Bravo for talking up this show! I wish it was on disc, too. And I'm somewhat crushed to read your VERY convincing analysis of why the simply great series "Hollywood" by Kevin Brownlow is still stalled on Blu-ray. Of course. I should've known; but, my head never goes to the practicalities in these areas. Clearances! Clearances for the movie clips, and maybe even clearances for the appearances of some of the personalities, since it's amazingly possible to 'own' a personality these days even years after their deaths. Sheesh.
Craig
When I was a kid I was told by a Wisenheimer that the studio was named RKO Radio Pictures because RKO broadcast their films via radio waves to the film laboratory for printing. Hence the broadcasting tower at the beginning of the films. I believed this for a couple of months.

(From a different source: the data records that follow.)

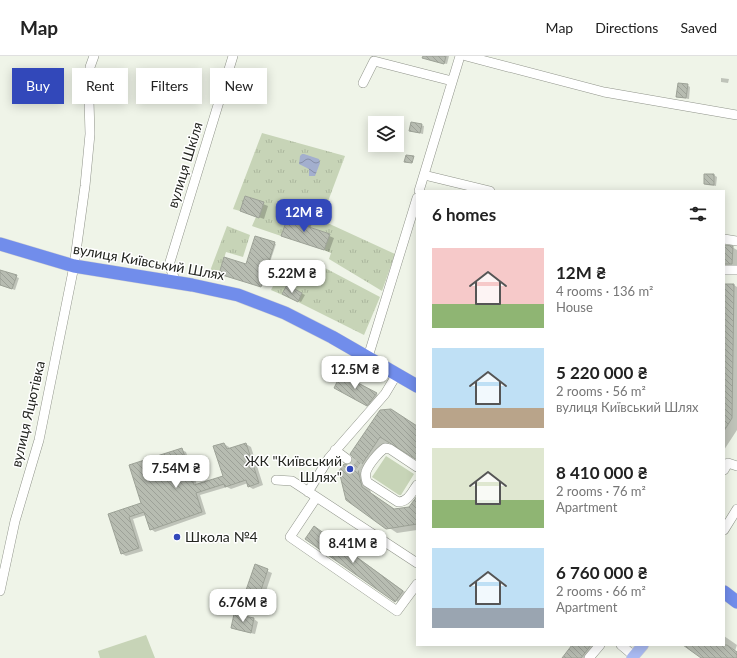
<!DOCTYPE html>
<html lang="en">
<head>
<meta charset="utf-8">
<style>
	:root { --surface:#fff; --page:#f6f6f6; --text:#222; --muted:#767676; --line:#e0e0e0; --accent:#3248ba }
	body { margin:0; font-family:Lato,sans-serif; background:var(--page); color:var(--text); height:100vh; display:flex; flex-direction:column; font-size:15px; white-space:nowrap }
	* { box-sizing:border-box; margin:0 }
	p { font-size:13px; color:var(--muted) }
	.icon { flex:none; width:22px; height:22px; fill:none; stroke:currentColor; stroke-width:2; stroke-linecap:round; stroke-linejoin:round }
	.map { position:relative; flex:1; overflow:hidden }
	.side { position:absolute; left:416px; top:134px; width:309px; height:456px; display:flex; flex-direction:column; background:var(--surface); border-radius:0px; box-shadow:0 2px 10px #0003 }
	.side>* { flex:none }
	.banner { position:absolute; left:12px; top:12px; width:344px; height:36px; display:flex; gap:8px }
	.fabs { position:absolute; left:368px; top:60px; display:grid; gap:8px }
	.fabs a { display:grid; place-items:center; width:36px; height:36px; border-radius:0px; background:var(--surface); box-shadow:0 2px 10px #0003; font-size:20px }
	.price { position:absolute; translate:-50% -34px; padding:0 9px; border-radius:8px; background:#fff; color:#222; font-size:13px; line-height:26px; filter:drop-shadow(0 1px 2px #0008) }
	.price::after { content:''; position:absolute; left:50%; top:24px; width:12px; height:9px; margin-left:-6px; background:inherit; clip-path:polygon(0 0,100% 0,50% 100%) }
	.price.current { background:var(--accent); color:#fff }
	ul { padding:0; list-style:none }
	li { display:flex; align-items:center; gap:12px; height:100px; padding:0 16px }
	li span { display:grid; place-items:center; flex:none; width:112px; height:80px; border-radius:0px; color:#555 }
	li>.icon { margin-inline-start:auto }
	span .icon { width:48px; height:48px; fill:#fffc; stroke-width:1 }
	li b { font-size:17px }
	h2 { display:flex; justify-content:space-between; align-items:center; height:48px; padding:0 16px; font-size:17px }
	.chip { padding:0 14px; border-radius:0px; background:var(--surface); box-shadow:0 2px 10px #0003; font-size:14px; line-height:36px }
	.chip.current { background:var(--accent); color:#fff }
	header { display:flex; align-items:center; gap:24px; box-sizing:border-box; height:56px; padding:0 20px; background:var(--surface); border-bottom:1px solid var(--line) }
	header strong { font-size:19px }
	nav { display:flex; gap:22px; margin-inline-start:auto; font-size:14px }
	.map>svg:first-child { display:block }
	.grass { fill:url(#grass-tufts) }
	.green { fill:#c7d4b7 }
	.water { fill:url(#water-waves) }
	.shadow { fill:#0003 }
	.building { fill:url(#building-back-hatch); stroke:#9da297 }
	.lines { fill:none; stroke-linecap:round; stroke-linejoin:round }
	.minor-tunnel { stroke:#c6cbc0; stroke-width:9; stroke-dasharray:9 4.5; stroke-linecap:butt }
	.minor-casing { stroke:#90948a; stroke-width:10 }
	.major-casing { stroke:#d3d4d3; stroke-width:12 }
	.highway-casing { stroke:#d3d4d3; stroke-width:14 }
	.minor { stroke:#fff; stroke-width:9 }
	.major { stroke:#aabbf3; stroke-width:11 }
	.highway { stroke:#718deb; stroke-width:13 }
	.poi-dot { fill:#3248ba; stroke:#fff; stroke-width:1.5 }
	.labels { text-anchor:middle; stroke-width:3; stroke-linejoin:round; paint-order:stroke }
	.street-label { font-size:14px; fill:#242621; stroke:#fff }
	.poi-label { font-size:14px; fill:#242621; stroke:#fff; text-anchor:end }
</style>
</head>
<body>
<header>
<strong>Map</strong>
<nav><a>Map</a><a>Directions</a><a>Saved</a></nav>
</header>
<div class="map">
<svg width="737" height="602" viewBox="0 0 737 602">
	<defs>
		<pattern id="grass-tufts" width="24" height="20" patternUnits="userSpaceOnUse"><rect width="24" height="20" fill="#c7d4b7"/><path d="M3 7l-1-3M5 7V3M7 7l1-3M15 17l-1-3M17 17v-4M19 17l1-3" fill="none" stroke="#abb69d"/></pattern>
		<pattern id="water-waves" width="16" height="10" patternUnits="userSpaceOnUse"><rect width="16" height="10" fill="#a3afce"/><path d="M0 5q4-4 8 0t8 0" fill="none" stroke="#858ea7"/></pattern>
		<pattern id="building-back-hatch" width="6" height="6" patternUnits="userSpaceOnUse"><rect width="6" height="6" fill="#b7bcb1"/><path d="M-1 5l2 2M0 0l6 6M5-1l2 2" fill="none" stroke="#9da198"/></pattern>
	</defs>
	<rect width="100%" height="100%" fill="#eff4e8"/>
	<path class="grass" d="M262 77 345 100 321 164 395 198 382 235 329 203 331 197 324 194 330 178 306 170 281 180 252 170 256 161H259L264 147 245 140 240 155 233 153Z
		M227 170 250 179 243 201 226 196 219 218 210 215Z
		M325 212 380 241 364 279 298 246 271 234 281 214C303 222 305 222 325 212Z"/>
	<path class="green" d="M386 400 414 418 401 439H399L372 421Z
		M146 579 155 602H100L98 595Z"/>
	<path class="water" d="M302 98H304L319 103 320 107 315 120H309V113L299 108 300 100Z"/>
	<path class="shadow" d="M431 0H449L447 8 433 5 431 4Z
		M721 22 729 23 728 27 721 26Z
		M687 29 690 31 689 43 677 41Z
		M421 69 424 70 423 78 410 75Z
		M714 119 717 121 716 130 707 129 705 128Z
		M245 141 268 150 264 163 241 155Z
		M307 166 312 168 310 172 334 182 329 196 282 179Z
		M256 181 276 188 262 230 221 218 247 209Z
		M724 191H732L737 194V212H724Z
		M0 215 19 222 15 234 0 229Z
		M724 229H734L737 231V374L724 394Z
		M287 230 305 239 301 246 283 237Z
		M342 319 380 340 372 351 335 331Z
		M381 355 417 371V403L390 386 367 419 371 437 395 454 409 452 417 441V474L397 477 346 443 349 410 353 407Z
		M224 388 229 391 230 393 246 388 251 391 263 429 253 433 248 430V427L231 433 227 431 200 439 206 458 155 476 151 473 146 459 133 463 143 495 126 500 121 497 109 458 142 448 182 394 186 396 197 429 224 420Z
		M314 472 324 477 412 541 405 551 307 482Z
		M255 510 272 517 260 553 240 547 244 542Z
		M235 559 254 563 258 566 255 578 237 574 232 572Z
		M724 580 737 589 735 595 737 596V602H703L691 589H724Z
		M574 589H600L590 602H563Z"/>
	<path class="building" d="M423 0H446L444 8 422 2Z
		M678 27 688 28 686 42 676 41Z
		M411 66 422 68 420 77 409 75Z
		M406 99 414 100 412 107 404 106Z
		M704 118H714V129L704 128Z
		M245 140 264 146 259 162 240 155Z
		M289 158 308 165 306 170 330 178 324 194 281 180Z
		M255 180 275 186 261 231 219 218 224 201 246 208Z
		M724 189 733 190 732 208H724Z
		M0 214 17 219 12 233 0 229Z
		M724 228H734L732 362 724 375Z
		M287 229 302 237 298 246 282 238Z
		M341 318 377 337 367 350 334 332Z
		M391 353 417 370V404L380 381 358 414 362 431 394 453 409 451 417 440V468L386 473 346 444 339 415 344 408 349 409 352 406 353 401 350 398 380 354Z
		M224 387 227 393 246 387 259 427 248 431 246 424 225 431 224 428 196 437 202 456 150 474 144 456 129 461 139 492 121 498 108 458 141 447 129 409 182 392 194 429 223 420 213 390Z
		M314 470 403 535 395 546 305 483Z
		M255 508 268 513 255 552 234 545 236 538 244 540Z
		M234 558 254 562 251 577 231 572Z
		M572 589H591L581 602H562Z
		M683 589H727L737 596V602H701Z"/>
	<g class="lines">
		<path class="minor-tunnel" d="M347 403 360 412"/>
		<g class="minor-casing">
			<path id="minor" d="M466 0 604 36 737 59
				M363 27 374 5 452 25
				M424 119 490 135
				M419 135 460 0
				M724 183 737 185
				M724 214H737
				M176 226 169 209 233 0
				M368 301 417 142
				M335 394 347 403
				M417 411 390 393 385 392C379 396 368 409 366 416 365 419 366 423 367 426L398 446C408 446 412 436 417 429
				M724 414 728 407 737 410
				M276 424 292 425 417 507
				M308 436 329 402 385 338 397 318
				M316 442 290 481 397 555 417 528
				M724 474 737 453
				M0 535 15 465 39 384 74 210 85 130 90 78 89 45 90 11 94 0
				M621 589 634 600
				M589 602 600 589"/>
		</g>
		<g class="major-casing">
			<path id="major" d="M632 602 643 589"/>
		</g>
		<g class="highway-casing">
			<path id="highway" d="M0 188 74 210 192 229 238 239 285 257 332 281 417 330
				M724 536 737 546"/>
		</g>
		<use href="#minor" class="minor"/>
		<use href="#major" class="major"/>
		<use href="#highway" class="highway"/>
	</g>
	<g class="poi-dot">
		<circle cx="350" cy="413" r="4"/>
		<circle cx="177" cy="481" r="4"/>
	</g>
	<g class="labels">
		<g class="street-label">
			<text transform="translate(185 109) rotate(-73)" y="5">вулиця Шкіля</text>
			<text transform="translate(149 206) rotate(10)" y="5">вулиця Київський Шлях</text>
			<text transform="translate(28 358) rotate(-77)" y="5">вулиця Яцютівка</text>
		</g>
		<g class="poi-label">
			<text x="342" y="410">ЖК "Київський<tspan x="342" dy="16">Шлях"</tspan></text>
			<text x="185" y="486" text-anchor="start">Школа №4</text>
		</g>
	</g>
</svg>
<div class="fabs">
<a><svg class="icon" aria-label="layers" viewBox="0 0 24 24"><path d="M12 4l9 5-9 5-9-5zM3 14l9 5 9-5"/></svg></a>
</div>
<b class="price current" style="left:304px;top:177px">12M ₴</b>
<b class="price" style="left:292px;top:238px">5.22M ₴</b>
<b class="price" style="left:355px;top:334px">12.5M ₴</b>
<b class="price" style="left:176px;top:433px">7.54M ₴</b>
<b class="price" style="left:353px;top:508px">8.41M ₴</b>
<b class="price" style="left:243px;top:567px">6.76M ₴</b>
<div class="banner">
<a class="chip current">Buy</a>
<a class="chip">Rent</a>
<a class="chip">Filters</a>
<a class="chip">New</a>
</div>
<section class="side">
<h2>6 homes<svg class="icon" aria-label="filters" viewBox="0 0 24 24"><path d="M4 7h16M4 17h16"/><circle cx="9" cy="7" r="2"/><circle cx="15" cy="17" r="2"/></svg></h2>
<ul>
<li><span style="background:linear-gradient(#f6c9c9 70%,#8fb573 0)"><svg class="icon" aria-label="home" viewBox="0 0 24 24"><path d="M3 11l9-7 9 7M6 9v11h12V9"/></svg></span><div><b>12M ₴</b><p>4 rooms · 136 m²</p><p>House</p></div></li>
<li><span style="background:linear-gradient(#bfe0f5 75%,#b9a48a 0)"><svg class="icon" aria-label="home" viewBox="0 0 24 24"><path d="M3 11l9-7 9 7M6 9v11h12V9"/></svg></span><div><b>5 220 000 ₴</b><p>2 rooms · 56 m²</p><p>вулиця Київський Шлях</p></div></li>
<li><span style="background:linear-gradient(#dfe7d0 65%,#8fb573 0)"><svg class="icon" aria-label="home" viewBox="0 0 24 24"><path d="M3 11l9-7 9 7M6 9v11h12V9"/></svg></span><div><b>8 410 000 ₴</b><p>2 rooms · 76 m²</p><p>Apartment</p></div></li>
<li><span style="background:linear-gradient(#bfe0f5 75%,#9aa5b1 0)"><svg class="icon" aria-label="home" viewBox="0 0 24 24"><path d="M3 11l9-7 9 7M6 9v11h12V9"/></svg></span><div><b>6 760 000 ₴</b><p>2 rooms · 66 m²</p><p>Apartment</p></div></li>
</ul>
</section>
</div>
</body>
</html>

"Sheesh." Remember, we all appreciate income. These personalities have as much of a right to an income as the rest of us do. That said, when a series as spectacular as Kevin Brownlow's HOLLYWOOD gets bogged down it is a real crime against the cinema.
Those new transfers of the RKO classics turned on laserdisc - there were, I think, 99 titles released in the "RKO Classic Collection" series. I still see posts from laserdisc collectors that either have all of them or are trying to collect a complete set.
Interesting that people would continue to seek out these laserdiscs when there are such superior DVD's and Blu-rays available. Could the jacket art and sometimes unique extras have something to do with it?